Das Landschaftsschutzgebiet Südliche Hardt im Südwesten Karlsruhes beherbergt auf engstem Raum eine beeindruckende Artenvielfalt an heimischen Amphibien. Diese sind in den miteinander verknüpften Gebieten Weiherwald und Rüppurrer Wiesen unterwegs. Der Öffentlichkeit sind vor allem die Erdkrötenwanderungen im März bekannt, wo auch die Straße durch den Weiherwald gesperrt wird. Doch die Erdkröte ist nur eine von 11 dort lebenden und umherwandernden Arten. 

 

Was sieht  man typischerweise in einer Mai-Nacht nach heftigen abendlichen Gewittern? 

 

Da sind zum Beispiel viele dicke Teichfrosch-Weibchen unterwegs: sie kreuzen die Straßen, um zu den Biotopgewässern oder den privaten Teichen im Wohngebiet zu kommen: auf den nicht gesperrten Straßenteilen gibt es dann einige Verluste:

Auf allen gewässernahen Wegen und Straßen unseres Viertels sind in solchen Nächten größere Mengen an Laubfröschen unterwegs. Sie wandern gleichfalls zu den Weiherwaldteichen, zu den Gartenteich sowie zu den Tümpeln der Rüppurrer Wiesen. Die Sperrung der Weiherwaldstraße rettet viele, aber teilweise wandern sie auf den Fahrradwegen an den Hotspots in den Rüppurrer Salmenwiesen so dicht, dass man Slalom fahren muss. Bitte Augen offenhalten beim nächtlichen Radeln durch die Wiesen!

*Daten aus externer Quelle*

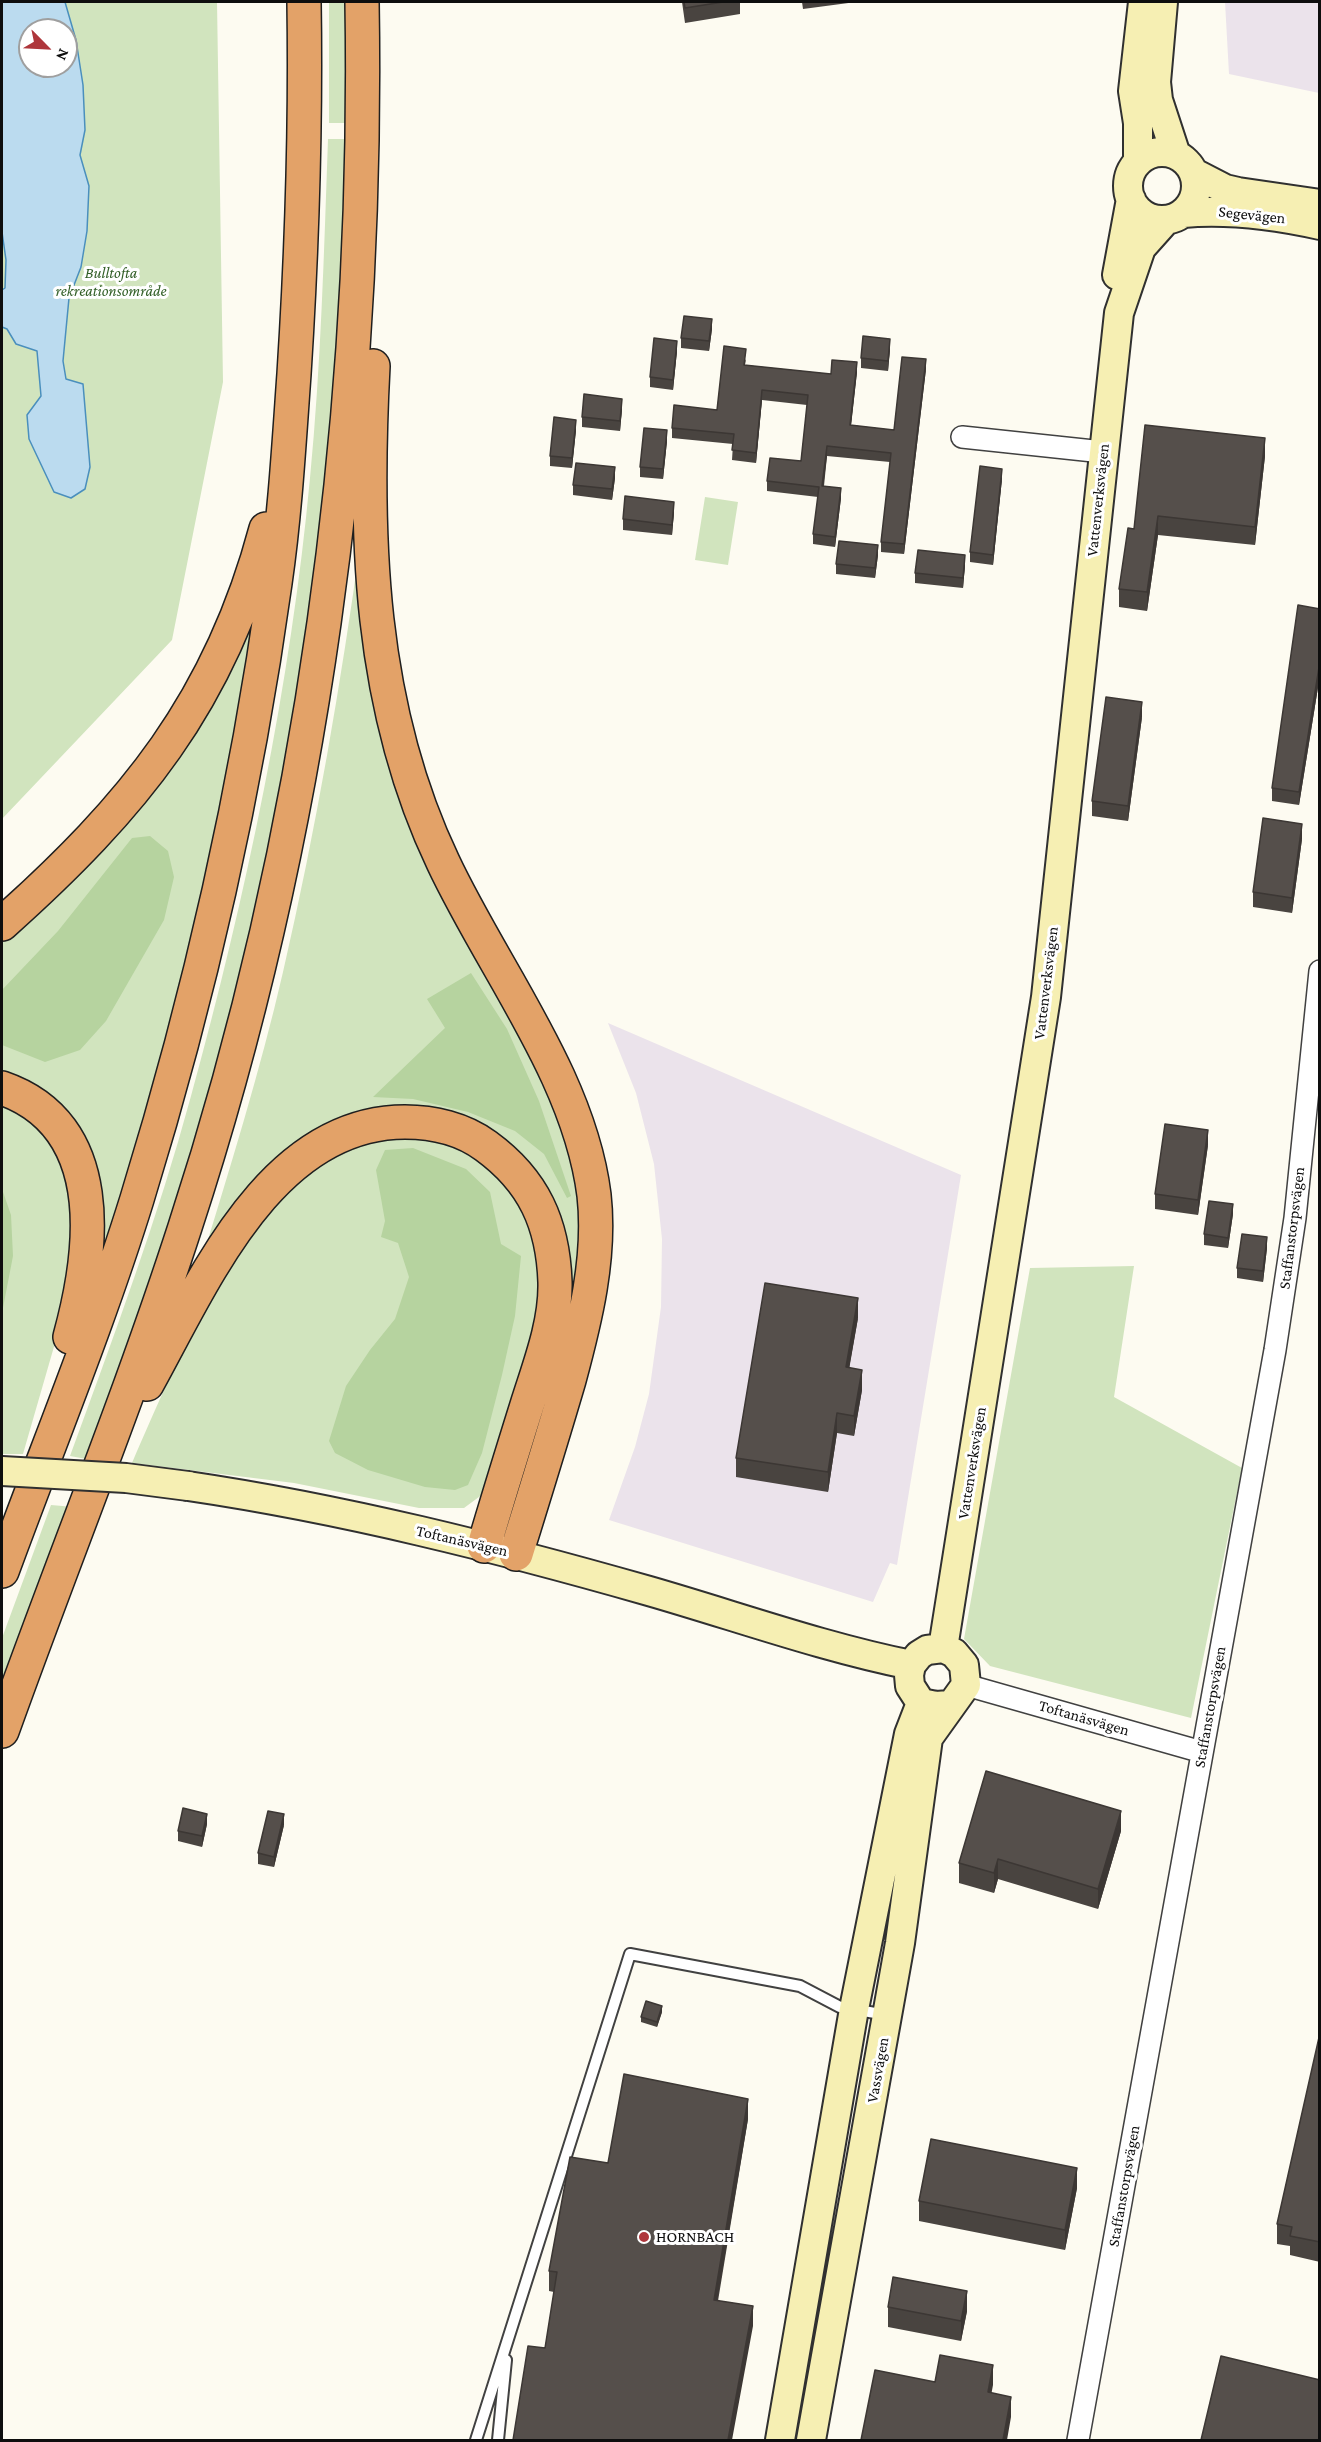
<!DOCTYPE html>
<meta charset="utf-8">
<style>
body{margin:0}
#map{position:relative;width:1321px;height:2442px;overflow:hidden;background:#fdfbf1;font-family:"Crimson Pro",serif}
canvas{display:block}
.frame{position:absolute;inset:0;border:3px solid #0e0e0e;pointer-events:none}
.north{position:absolute;left:18px;top:18px;width:60px;height:60px;box-sizing:border-box;background:#fff;border:2px solid #9f9f9f;border-radius:50%;rotate:114deg;font-size:16px;font-weight:700;line-height:24px;text-align:center;color:#0e0e0e}
.north::after{content:'';display:block;margin:auto;width:21px;height:27px;background:#ae363b;clip-path:polygon(50% 0,100% 100%,50% 72%,0 100%)}
</style>
<div id="map">
<canvas width="1321" height="2442"></canvas>
<div class="frame"></div>
<div class="north">N</div>
</div>
<script>
const g = document.querySelector('canvas').getContext('2d');
g.lineJoin = 'round';
function paint(path, color) { g.fillStyle = color; g.fill(path, 'evenodd'); }
function stroke(path, color, width, dash) { g.strokeStyle = color; g.lineWidth = width; g.lineCap = dash ? 'butt' : 'round'; g.setLineDash(dash || []); g.stroke(path); }
function write(font, color, halo, rows, align = 'center') {
  g.font = font + ' "Crimson Pro",serif'; g.lineWidth = 6; g.setLineDash([]); g.textBaseline = 'middle'; g.strokeStyle = halo; g.fillStyle = color; for (const [text, x, y, turn = 0] of rows) {
    g.save(); g.translate(x, y); g.rotate((+turn || 0) * Math.PI / 180); g.textAlign = isNaN(turn) ? turn : align; if (halo) g.strokeText(text, 0, 0); g.fillText(text, 0, 0); g.restore();
  }
}
const industrial = new Path2D(`
 M1225 2H1319V93L1229 74Z
 M608 1023 961 1175 897 1565 890 1563 873 1602 609 1520 635 1447 649 1394 661 1307 662 1239 654 1164 636 1093Z`);
const green = new Path2D(`
 M2 2H217L223 382 172 640 2 819ZM30 30H66V66H30Z
 M329 2H351L352 123H329Z
 M328 139H350L341 372 296 735 209 1110 92 1460 70 1456C113 1338 158 1218 191 1096 246 897 291 683 310 478 321 365 324 252 328 139Z
 M705 497 738 502 728 565 695 560Z
 M361 538 368 650 520 1028 577 1157 583 1271 537 1451 526 1448 566 1251 440 1113 392 1107 346 1118 199 1269C229 1171 260 1072 283 972 316 829 341 684 361 538Z
 M267 564 258 630 176 1019 89 1302 98 1204 2 1076V940L77 868Z
 M2 1101 48 1133 74 1194 64 1312 23 1454H2Z
 M391 1135 449 1142 478 1158 507 1181 537 1241 542 1308 487 1491 464 1508H419L294 1483 132 1463C180 1354 234 1218 338 1151 352 1142 375 1140 391 1135Z
 M1134 1266 1114 1397 1242 1468 1191 1718 990 1666 964 1639 1030 1268Z
 M51 1505 74 1507 2 1701V1638Z`);
const forest = new Path2D(`
 M150 836 168 851 174 877 164 920 106 1021 80 1050 45 1062 2 1045V990L58 931 132 838Z
 M471 973 507 1029 539 1101 571 1196 567 1198 544 1154 515 1131 468 1112 413 1099 373 1097 445 1028 427 999Z
 M413 1148 466 1169 490 1192 501 1244 521 1256 515 1316 502 1375 482 1453 468 1485 455 1490 425 1487 368 1470 335 1453 329 1441 346 1386 370 1350 395 1319 409 1277 398 1243 381 1237 385 1221 376 1170 385 1150Z
 M2 1189 11 1215 13 1256 2 1313Z`);
const water = new Path2D(`
 M2 2H65L76 40 83 85 85 130 80 155 89 186 87 231 81 267 69 298 63 361 66 379 83 384 90 467 85 489 71 498 54 492 29 439 27 415 41 396 37 351 16 344 7 329 2 327V290L5 288 6 260 2 232ZM30 30H66V66H30Z`);
const lane = new Path2D(`
 M476 2440 630 1954 800 1986 840 2007 887 2015
 M498 2440 506 2360`);
const street = new Path2D(`
 M962 437 1103 452
 M966 1685 1202 1752
 M1078 2440 1275 1350 1295 1218 1320 971`);
const secondary = new Path2D(`
 M1163 2 1156 82 1158 100 1176 155
 M1128 186a34 34 0 1 1 68 0a34 34 0 1 1-68 0Z
 M1138 162V123L1133 91 1143 2
 M1194 173 1225 189 1238 192 1320 204
 M1183 213C1228 209 1275 215 1320 225
 M1117 275 1131 199
 M188 1486C344 1509 498 1548 649 1591 736 1616 822 1647 911 1665
 M943 1648 1046 997 1119 313 1141 248 1166 220
 M780 2440 854 2009 909 1734 921 1703
 M811 2440 900 1943 928 1738 966 1685 964 1665 954 1653 943 1648 927 1650 919 1655 911 1665 909 1675 910 1686 921 1703 936 1706 950 1705`);
const highway = new Path2D(`
 M373 366C364 535 369 707 443 862 493 969 579 1076 594 1195 601 1257 585 1321 569 1380 552 1438 534 1496 516 1554
 M2 924C133 807 220 702 266 529
 M2 1088C109 1125 94 1249 70 1337
 M147 1384C203 1283 270 1122 405 1122 433 1122 463 1129 486 1146 534 1181 553 1224 555 1282 556 1323 540 1364 528 1402 513 1450 498 1498 484 1546
 M2 1571C47 1448 98 1325 137 1199 199 998 246 791 275 583 285 514 289 444 294 374 302 249 306 126 304 2
 M2 1731C62 1563 130 1397 185 1227 313 836 369 413 362 2`);
const secondaryBridge = new Path2D(`
 M2 1471 126 1478 188 1486`);
const wall = new Path2D(`
 M682 2H740V14L685 23Z
 M802 2H856L803 9Z
 M712 329 709 351 681 348V338Z
 M890 349 888 371 861 368V358Z
 M677 351 673 390 650 387V377Z
 M746 359 745 365 831 374 857 372 851 425 894 430 926 369 904 554 881 552V542L890 462 827 456 824 486 841 498 835 547 813 544V534L818 497 767 491V481L801 461 807 405 762 400 756 463 732 460 733 444 672 438V428L717 410Z
 M622 409 620 431 582 427V417Z
 M576 430 572 468 550 466V456Z
 M667 441 663 479 640 477V467Z
 M1265 456 1255 545 1158 535 1147 611 1119 607V589L1134 529Z
 M615 478 612 500 573 495V485Z
 M1002 479 993 565 970 562V552Z
 M674 512 672 535 623 530V519Z
 M878 555 875 578 836 574V564Z
 M965 565 963 588 915 583V573Z
 M1320 609V675L1299 805 1272 801V788Z
 M1142 717 1128 821 1092 816V801Z
 M1302 839 1292 913 1253 907V892Z
 M1208 1145 1198 1215 1155 1209V1194Z
 M1233 1214 1228 1248 1204 1245V1234Z
 M1267 1248 1263 1282 1237 1278V1268Z
 M858 1318 849 1368 862 1390 854 1436 837 1433 828 1492 736 1477V1458Z
 M207 1824 202 1847 178 1841V1831Z
 M284 1825 274 1867 258 1864V1853Z
 M1121 1831 1098 1909 998 1879 994 1893 959 1883V1863Z
 M662 2012 657 2027 641 2022V2017Z
 M1320 2033V2262L1290 2255V2246L1277 2244V2224Z
 M748 2119 718 2301 753 2326 545 2348 554 2292 549 2291V2271L608 2163Z
 M1077 2188 1065 2250 919 2221V2201Z
 M888 2307 967 2311 961 2341 888 2327Z`);
const shadedWall = new Path2D(`
 M712 319V329L709 351V341Z
 M890 339V349L888 371V361Z
 M677 341V351L673 390V380Z
 M926 359V369L904 554V544Z
 M857 362V372L850 435V425Z
 M762 390V400L756 463V453Z
 M622 399V409L620 431V421Z
 M576 420V430L572 468V458Z
 M667 430V441L663 479V469Z
 M1265 438V456L1255 545V527Z
 M827 446V456L822 496V486Z
 M615 467V478L612 500V489Z
 M1002 469V479L993 565V555Z
 M841 488V498L835 547V537Z
 M674 502V512L672 535V525Z
 M1158 516V535L1147 611V592Z
 M878 545V555L875 578V568Z
 M965 555V565L963 588V578Z
 M1320 661V675L1299 805V792Z
 M1142 702V717L1128 821V806Z
 M1302 824V839L1292 913V898Z
 M1208 1130V1145L1198 1215V1200Z
 M1233 1204V1214L1228 1248V1238Z
 M1267 1237V1248L1263 1282V1271Z
 M858 1298V1318L846 1387V1367Z
 M862 1370V1390L854 1436V1416Z
 M837 1413V1433L828 1492V1472Z
 M1121 1811V1831L1098 1909V1889Z
 M207 1814V1824L202 1847V1836Z
 M284 1814V1825L274 1867V1857Z
 M998 1859V1879L994 1893V1873Z
 M662 2006V2012L657 2027V2022Z
 M748 2099V2119L714 2320V2300Z
 M1077 2168V2188L1065 2250V2230Z
 M967 2291V2311L961 2341V2321Z
 M753 2306V2326L732 2440H728Z
 M993 2365V2385L988 2412V2392Z
 M1011 2397V2417L1007 2440H1003Z`);
const building = new Path2D(`
 M684 2H723L685 8Z
 M684 316 712 319 709 341 681 338Z
 M863 336 890 339 888 361 861 358Z
 M654 338 677 341 673 380 650 377Z
 M724 346 746 349 744 365 831 374 832 360 857 362 850 425 894 430 902 357 926 359 904 544 881 542 891 453 827 446 822 486 841 488 835 537 813 534 819 487 767 481 770 458 801 461 808 395 762 390 756 453 732 450 734 434 672 428 674 405 717 410Z
 M584 394 622 399 620 421 582 417Z
 M554 417 576 420 572 458 550 456Z
 M1145 425 1265 438 1255 527 1158 516 1147 592 1119 589 1128 528 1134 529Z
 M644 428 667 430 663 469 640 467Z
 M576 463 615 467 612 489 573 485Z
 M980 466 1002 469 993 555 970 552Z
 M625 496 674 502 672 525 623 519Z
 M839 541 878 545 875 568 836 564Z
 M918 550 965 555 963 578 915 573Z
 M1298 605 1320 609V661L1299 792 1272 788Z
 M1106 697 1142 702 1128 806 1092 801Z
 M1263 818 1302 824 1292 898 1253 892Z
 M1165 1124 1208 1130 1198 1200 1155 1194Z
 M1209 1201 1233 1204 1228 1238 1204 1234Z
 M1242 1234 1267 1237 1263 1271 1237 1268Z
 M765 1283 858 1298 846 1367 862 1370 854 1416 837 1413 828 1472 736 1458Z
 M986 1771 1121 1811 1098 1889 998 1859 994 1873 959 1863Z
 M183 1808 207 1814 202 1836 178 1831Z
 M268 1811 284 1814 274 1857 258 1853Z
 M646 2001 662 2006 657 2022 641 2017Z
 M1320 2033V2242L1290 2236 1292 2227 1277 2224Z
 M624 2074 748 2099 714 2300 753 2306 728 2440H513L528 2346 545 2348 557 2272 549 2271 570 2157 608 2163Z
 M931 2139 1077 2168 1065 2230 919 2201Z
 M893 2277 967 2291 961 2321 888 2307Z
 M940 2355 993 2365 988 2392 1011 2397 1003 2440H861L875 2370 935 2382Z
 M1221 2356 1320 2380V2440H1201Z`);
const markers = [
 [644,2237,6,"#ae363b"]
];
const streetNames = [
 ["Segevägen",1252,215,6],
 ["Vattenverksvägen",1098,500,-84],
 ["Vattenverksvägen",1046,983,-83],
 ["Staffanstorpsvägen",1292,1228,-83],
 ["Vattenverksvägen",972,1463,-81],
 ["Toftanäsvägen",462,1541,13],
 ["Staffanstorpsvägen",1210,1707,-80],
 ["Toftanäsvägen",1084,1718,16],
 ["Vassvägen",878,2070,-80],
 ["Staffanstorpsvägen",1124,2186,-80]
];
const parkNames = [
 ["Bulltofta",111,273],
 ["rekreationsområde",111,291]
];
const poiNames = [
 ["HORNBACH",656,2237]
];
paint(industrial, '#ebe3eb');
paint(green, '#d1e4be');
paint(forest, '#b6d39f');
paint(water, '#bbdbef');
stroke(water, '#4a8fbd', 1.5);
stroke(lane, '#414141', 14);
stroke(street, '#414141', 24);
stroke(secondary, '#303030', 32);
stroke(highway, '#1f1f1f', 36);
stroke(lane, '#fff', 10);
stroke(street, '#fff', 21);
stroke(secondary, '#f6efb3', 28);
stroke(highway, '#e3a268', 33);
stroke(secondaryBridge, '#303030', 32, []);
stroke(secondaryBridge, '#f6efb3', 28);
paint(wall, '#494440');
paint(shadedWall, '#3c3734');
paint(building, '#554f4b');
stroke(building, '#3c3734', 1.5);
for (const [x, y, r, color] of markers) { const dot = new Path2D(); dot.arc(x, y, r, 0, 2 * Math.PI); g.fillStyle = color; g.fill(dot); stroke(dot, '#fff', 2); }
write('16px', '#0e0e0e', '#fff', streetNames);
write('italic 16px', '#315e26', '#fff', parkNames);
write('16px', '#0e0e0e', '#fff', poiNames, 'left');
</script>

Während die bisher erwähnten Arten in Fortpflanzungsabsicht zu ihren Laichgewässern wandern, sind die nun folgenden frühlaichenden Arten - Springfrosch (Bild 1) und Erdkröte (Bild 2: Weibchen; Bild 3 Männchen) - einfach nur in ihrem Lebensraum unterwegs und suchen nach der anstrengenden Laichsaison nach Nahrung. Vorzugsweise tun sie das bei feuchter Witterung. Das Krötenweibchen habe ich in der Nacht, in der diese Bilder entstanden, insgesamt an drei verschiedenen Orten im Radius von 30 Metern angetroffen.

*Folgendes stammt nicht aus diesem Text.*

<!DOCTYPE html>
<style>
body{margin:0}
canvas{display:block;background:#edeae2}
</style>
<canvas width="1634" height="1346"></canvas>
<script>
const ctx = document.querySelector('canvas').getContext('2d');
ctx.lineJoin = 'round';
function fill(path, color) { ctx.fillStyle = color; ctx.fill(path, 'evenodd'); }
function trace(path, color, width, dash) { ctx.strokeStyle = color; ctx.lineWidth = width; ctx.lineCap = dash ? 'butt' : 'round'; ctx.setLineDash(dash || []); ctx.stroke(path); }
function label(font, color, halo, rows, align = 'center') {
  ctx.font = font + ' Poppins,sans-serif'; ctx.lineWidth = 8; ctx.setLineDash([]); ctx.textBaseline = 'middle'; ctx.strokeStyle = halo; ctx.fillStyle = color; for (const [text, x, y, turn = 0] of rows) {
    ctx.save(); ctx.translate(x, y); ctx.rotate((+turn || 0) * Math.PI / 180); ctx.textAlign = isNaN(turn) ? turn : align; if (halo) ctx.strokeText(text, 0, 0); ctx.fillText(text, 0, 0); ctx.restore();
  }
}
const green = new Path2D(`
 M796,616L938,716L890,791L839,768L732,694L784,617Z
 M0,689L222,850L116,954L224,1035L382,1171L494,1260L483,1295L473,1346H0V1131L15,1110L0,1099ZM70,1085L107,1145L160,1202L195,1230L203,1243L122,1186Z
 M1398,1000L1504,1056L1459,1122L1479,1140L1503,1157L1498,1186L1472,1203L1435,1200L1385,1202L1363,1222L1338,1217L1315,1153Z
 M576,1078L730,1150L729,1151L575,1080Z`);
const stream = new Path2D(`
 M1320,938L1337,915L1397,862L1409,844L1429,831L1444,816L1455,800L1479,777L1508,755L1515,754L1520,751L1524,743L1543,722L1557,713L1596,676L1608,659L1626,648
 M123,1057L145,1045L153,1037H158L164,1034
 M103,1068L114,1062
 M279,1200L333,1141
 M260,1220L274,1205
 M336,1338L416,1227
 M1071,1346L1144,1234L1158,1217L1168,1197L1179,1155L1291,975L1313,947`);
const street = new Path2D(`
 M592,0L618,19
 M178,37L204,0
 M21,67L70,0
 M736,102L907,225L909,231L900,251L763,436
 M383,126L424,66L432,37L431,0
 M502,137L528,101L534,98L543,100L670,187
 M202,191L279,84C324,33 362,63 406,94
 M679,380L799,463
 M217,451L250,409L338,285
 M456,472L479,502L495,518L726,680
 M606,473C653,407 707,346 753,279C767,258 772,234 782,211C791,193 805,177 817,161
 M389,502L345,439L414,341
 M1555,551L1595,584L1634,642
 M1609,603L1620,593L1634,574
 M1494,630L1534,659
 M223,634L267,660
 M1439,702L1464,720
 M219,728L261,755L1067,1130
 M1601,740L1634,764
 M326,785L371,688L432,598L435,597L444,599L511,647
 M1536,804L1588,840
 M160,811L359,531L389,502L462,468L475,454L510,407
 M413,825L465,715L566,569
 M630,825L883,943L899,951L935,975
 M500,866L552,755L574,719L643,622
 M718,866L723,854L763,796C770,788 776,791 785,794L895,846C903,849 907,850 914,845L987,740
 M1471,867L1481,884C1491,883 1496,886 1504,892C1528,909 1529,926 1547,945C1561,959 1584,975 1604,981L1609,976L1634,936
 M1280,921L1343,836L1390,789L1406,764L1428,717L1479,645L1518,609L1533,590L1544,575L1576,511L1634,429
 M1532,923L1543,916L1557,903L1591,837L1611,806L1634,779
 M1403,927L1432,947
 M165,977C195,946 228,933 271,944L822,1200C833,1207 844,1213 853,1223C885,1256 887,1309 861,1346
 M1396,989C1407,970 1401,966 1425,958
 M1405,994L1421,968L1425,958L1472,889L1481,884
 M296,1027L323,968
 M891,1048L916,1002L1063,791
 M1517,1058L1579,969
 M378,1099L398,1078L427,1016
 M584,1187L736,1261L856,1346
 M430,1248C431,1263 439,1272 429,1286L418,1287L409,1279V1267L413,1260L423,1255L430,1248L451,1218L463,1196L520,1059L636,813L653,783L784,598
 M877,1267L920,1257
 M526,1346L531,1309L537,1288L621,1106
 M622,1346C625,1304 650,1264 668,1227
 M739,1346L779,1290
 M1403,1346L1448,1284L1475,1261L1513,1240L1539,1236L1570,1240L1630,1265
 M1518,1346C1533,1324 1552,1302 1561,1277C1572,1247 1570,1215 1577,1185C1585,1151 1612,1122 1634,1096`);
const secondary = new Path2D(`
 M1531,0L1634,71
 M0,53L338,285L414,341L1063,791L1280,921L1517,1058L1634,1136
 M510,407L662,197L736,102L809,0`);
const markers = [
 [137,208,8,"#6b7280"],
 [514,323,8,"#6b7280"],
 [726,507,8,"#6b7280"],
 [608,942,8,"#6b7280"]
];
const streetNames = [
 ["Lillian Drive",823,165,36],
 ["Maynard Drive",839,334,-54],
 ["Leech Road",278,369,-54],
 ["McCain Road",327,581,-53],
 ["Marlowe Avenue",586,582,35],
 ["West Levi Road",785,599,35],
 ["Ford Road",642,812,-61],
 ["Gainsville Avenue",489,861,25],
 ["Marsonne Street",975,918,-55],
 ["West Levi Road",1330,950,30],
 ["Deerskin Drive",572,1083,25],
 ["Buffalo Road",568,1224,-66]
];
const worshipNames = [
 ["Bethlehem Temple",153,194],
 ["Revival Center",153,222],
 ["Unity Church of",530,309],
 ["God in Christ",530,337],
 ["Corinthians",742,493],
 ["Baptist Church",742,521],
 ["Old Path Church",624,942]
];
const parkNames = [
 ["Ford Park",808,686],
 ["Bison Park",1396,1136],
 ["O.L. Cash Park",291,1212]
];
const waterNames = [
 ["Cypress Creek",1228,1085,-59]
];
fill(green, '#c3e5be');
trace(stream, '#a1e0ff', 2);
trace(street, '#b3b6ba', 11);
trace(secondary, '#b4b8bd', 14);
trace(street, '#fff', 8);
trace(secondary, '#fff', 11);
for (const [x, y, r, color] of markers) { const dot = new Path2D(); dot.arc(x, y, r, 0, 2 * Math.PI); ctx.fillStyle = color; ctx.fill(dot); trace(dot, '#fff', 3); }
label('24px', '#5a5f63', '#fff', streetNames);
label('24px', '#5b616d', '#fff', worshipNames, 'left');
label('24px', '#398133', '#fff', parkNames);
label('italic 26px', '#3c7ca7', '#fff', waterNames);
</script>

Und nun zum wahren Highlight im Weiherwald und den Rüppurrer Wiesen: die streng geschützte und vom Aussterben bedrohte Knoblauchkröte war in der besagten Nacht gleich dreimal auf der Weiherwaldstraße und dem direkt zuführenden Fahrradweg anzutreffen: es waren durchweg kleine Tiere, meist bei der Nahrungssuche. Super, dass keine überfahren wurde.

Seit 2025 gibt es auch noch einen neuen "Zuwanderer" aus Rüppurr: junge Kreuzkröten (weißer Rückenstreifen). Sie kommen von den Rüppurrer Wiesen, auf dem Radweg über den Bahnübergang bei den Aussiedlerhöfen 1,5 km bis zur Einmündung in die Weiherwaldstraße gelaufen. Im regnerischen Jahr 2024 haben sie sich so stark und erfolgreich in den Rüppurrer Salmenwiesen vermehrt, dass sich die Jungtiere (Bild 1) vom letzten Jahr jetzt auch bis in den Weiherwald hinein verbreiten. Die erwachsenen Tiere sind etwa doppelt so groß und wandern zur gleichen Zeit in die Rüppurrer Salmenwiesen ein, wo die Männchen (Bild 2) schnarrend rufen und so die eiertragenden Weibchen (Bild 3) herbeirufen:

Die Molche - in unserem LSG handelt es sich um den Berg-, den Teich- und den Kammmolch - sind etwas früher im Jahr unterwegs. Hier nur zur Ansicht zwei Teichmolche (Männchen oben, Weibchen unten), die ich in der besagten Regennacht aus einem Gulli geholt habe. Diese können, da sie meistens keine Ausstiegsmöglichkeiten haben, zur tödlichen Falle  für die Tiere werden.

 

Das LSG Südliche Hardt ist unter den Amphibien-Biotopen unserer Region, die in zunehmendem Maße von invasiven Arten heimgesucht werden, von herausragender Bedeutung aufgrund der Artenvielfalt. Darum werden die Schutzmaßnahmen wie Straßensperrungen auch außerhalb von typischen Wanderzeiten durchgeführt. 

Das Leben der Amphibien spielt sich zu großen Teilen im Verborgenen ab - wer ist schon gerne nachts bei Gewitter und Starkregen draußen unterwegs? Aber ihr wisst jetzt Bescheid, deshalb gerne diese Inforimationen auch weiterverbreiten, denn das hilft dem Artenschutz.